The Five Ws (and one H) guide to Bunions – SHOES-n-FEET

The Five Ws (and one H) guide to Bunions

Posted by JB Smith, Co-Owner on

Everything you ever wanted to know about bunions using the 6 question words...

Who do bunions affect?
Mostly women. Not surprisingly, women are affected with bunions more frequently then men because of their footwear choices. Unsupportive shoes place excessive pressure through the joint causing the bunion deformity. And wearing tight shoes aggravate the condition. Wearing high-heeled shoes is especially stressful on the joints of the foot, including the big toe joint, which is most frequently affected by bunions.

What causes bunions?
The main cause for bunions is incorrect foot mechanics, more specifically, abnormal motion and pressure over the joint at the base of the big toe. The typical culprit for this excessive force and jamming on the big toe is flattening of the arch, which pushes the big tow inward and the joint outward. This leads to pain, swelling and joint degeneration. Incorrect foot mechanics can be caused by number of factors, such as foot type, gait, footwear choices.

Contrary to popular belief, you can’t necessarily blame mom and dad for your bunion troubles. While bunions themselves are not hereditary, the foot type that is more prone to bunions does run in families. Arthritic conditions may also cause bunion deformities.

Where do you get bunions?
Bunions are typically found at the big toe joint, although bunionettes or tailor’s bunions can also occur on the outside of the foot along the little toe.

When is surgery necessary?
When you start to have joint pain or the bunion limits your activities and all conservative options have failed, surgery may be necessary. Joint pain may indicate degeneration of the joint cartilage, so one of the goals in bunion surgery is to realign the joint to prevent further loss of joint cartilage. Pain and deformity are significantly reduced in the majority of patients who undergo bunion surgery. The surgery allows for realignment of the joint and afterward foot should be able to carry the body's weight in a more normal fashion. Postoperative orthotics may be recommended to improve foot function and limit excessive forces through the great toe joint. Wearing supportive shoes with orthotics is the long-term solution to prevent the pain from returning.

Although surgery is sometimes necessary, conservative treatment is usually successful at relieving bunion and big toe joint pain. Conservative options should be tried before considering surgery. (see How section below.)

Why are bunions painful?
According to the APMA: A bunion is an enlargement of the joint at the base of the big toe—the metatarsophalangeal (MTP) joint—that forms when the bone or tissue at the big toe joint moves out of place. This forces the toe to bend toward the others, causing an often painful lump of bone on the foot. Since this joint carries a lot of the body’s weight while walking, bunions can cause extreme pain if left untreated.

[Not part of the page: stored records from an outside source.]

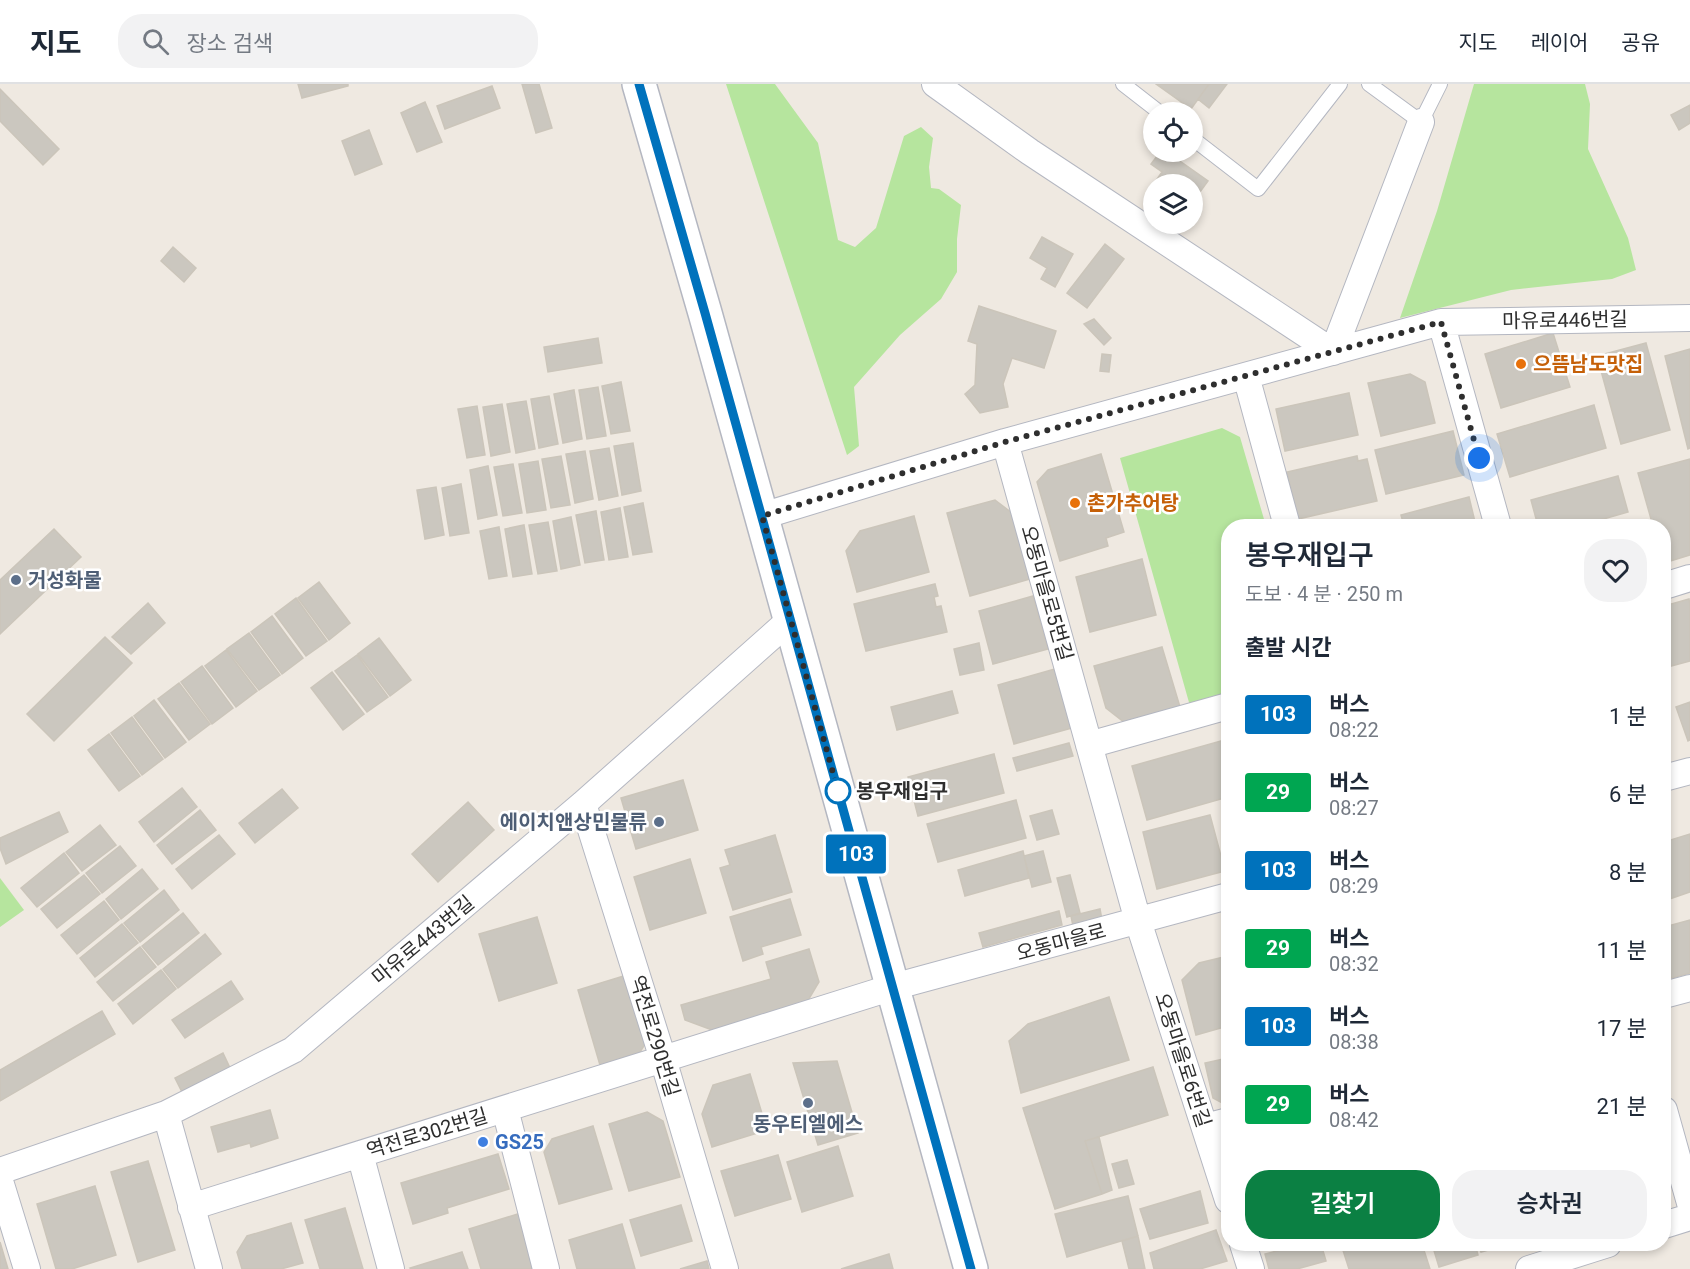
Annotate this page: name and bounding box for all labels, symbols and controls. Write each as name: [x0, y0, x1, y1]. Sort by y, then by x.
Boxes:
search box: [118, 14, 538, 68]
icon: search: [139, 25, 172, 58]
text: 지도: [30, 27, 82, 60]
text: 장소 검색: [187, 31, 273, 56]
text: 지도: [1459, 31, 1497, 55]
text: 레이어: [1530, 31, 1588, 55]
text: 공유: [1621, 31, 1660, 55]
map controls: [1143, 102, 1203, 234]
button: locate: [1143, 102, 1203, 162]
button: layers: [1143, 174, 1203, 234]
street label: 마유로446번길: [1502, 307, 1628, 333]
place label: 으뜸남도맛집: [1533, 352, 1643, 376]
marker: 으뜸남도맛집: [1514, 357, 1528, 371]
your location: [1464, 443, 1494, 473]
place label: 촌가추어탕: [1087, 491, 1179, 515]
marker: 촌가추어탕: [1068, 496, 1082, 510]
street label: 오동마을로5번길: [1016, 522, 1078, 664]
text: 봉우재입구: [1245, 539, 1374, 572]
button: heart: [1584, 539, 1647, 602]
place label: 거성화물: [28, 568, 102, 592]
marker: 거성화물: [9, 573, 23, 587]
text: 도보 · 4 분 · 250 m: [1245, 582, 1403, 606]
text: 출발 시간: [1245, 635, 1331, 660]
text: 버스: [1329, 692, 1369, 717]
text: 103: [1260, 702, 1296, 726]
text: 1 분: [1609, 704, 1647, 729]
text: 08:22: [1329, 718, 1379, 742]
text: 버스: [1329, 770, 1369, 795]
marker: 봉우재입구: [825, 778, 851, 804]
place label: 봉우재입구: [856, 779, 948, 803]
text: 29: [1266, 780, 1290, 804]
text: 6 분: [1609, 782, 1647, 807]
text: 08:27: [1329, 796, 1379, 820]
place label: 에이치앤상민물류: [500, 810, 647, 834]
marker: 에이치앤상민물류: [652, 815, 666, 829]
line badge: 103: [822, 834, 890, 874]
text: 103: [838, 842, 874, 866]
text: 버스: [1329, 848, 1369, 873]
text: 103: [1260, 858, 1296, 882]
text: 8 분: [1609, 860, 1647, 885]
text: 08:29: [1329, 874, 1379, 898]
street label: 마유로443번길: [367, 890, 479, 990]
street label: 오동마을로: [1013, 919, 1109, 965]
text: 버스: [1329, 926, 1369, 951]
text: 29: [1266, 936, 1290, 960]
text: 11 분: [1597, 938, 1647, 963]
text: 08:32: [1329, 952, 1379, 976]
street label: 역전로290번길: [625, 972, 685, 1100]
street label: 오동마을로6번길: [1150, 990, 1216, 1130]
text: 버스: [1329, 1004, 1369, 1029]
text: 103: [1260, 1014, 1296, 1038]
text: 17 분: [1597, 1016, 1647, 1041]
text: 08:38: [1329, 1030, 1379, 1054]
text: 버스: [1329, 1082, 1369, 1107]
text: 29: [1266, 1092, 1290, 1116]
text: 21 분: [1597, 1094, 1647, 1119]
marker: 동우티엘에스: [801, 1096, 815, 1110]
street label: 역전로302번길: [363, 1103, 491, 1163]
text: 08:42: [1329, 1108, 1379, 1132]
place label: 동우티엘에스: [753, 1112, 863, 1136]
place label: GS25: [495, 1130, 544, 1154]
marker: GS25: [476, 1135, 490, 1149]
button: 길찾기: [1245, 1170, 1440, 1239]
button: 승차권: [1452, 1170, 1647, 1239]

Excessive pressure in the big toe joint can occur even when no bunion is present. This condition is called hallux limitus and can lead to pain and arthritis within the joint.  Like bunions, hallux limitus is caused by improper foot mechanics and is treated in a similar manner. Hallux limitus is a progressive deformity and early treatment can help prevent future problems.

How are bunions treated?
There are several conservative bunion treatments that help to relieve pressure within the big toe joint and diminish the progression of joint damage:

  • Proper shoes: Properly fit shoes can dramatically reduce pressure on a bunion, look for shows with a deep, wide toe box. Avoid high heels.
  • Shoe modifications: Shoes can be stretched or modified to better accommodate your foot.
  • Over-the-counter arch supports: Arch supports reduce the rate of the arch flattening and lessen the excessive force on the joints. With mild foot conditions, an over-the-counter arch support may be adequate to control your symptoms. To give yourself the best chance at relieving pain and preventing surgery, we recommend that you consult your podiatrist before using any arch supports in your shoes.
  • Functional custom orthotics: Orthotics are prescribed and cast by a foot doctor with specialized training in orthotic therapy. They are precision medical devices which correct for your particular foot abnormality. Custom functional orthotic devices have the greatest chance of reducing the forces through your joint, reducing your pain, and helping you avoid bunion surgery.
  • Accommodative padding.
  • Talk to you podiatrist about icing and medication treatments.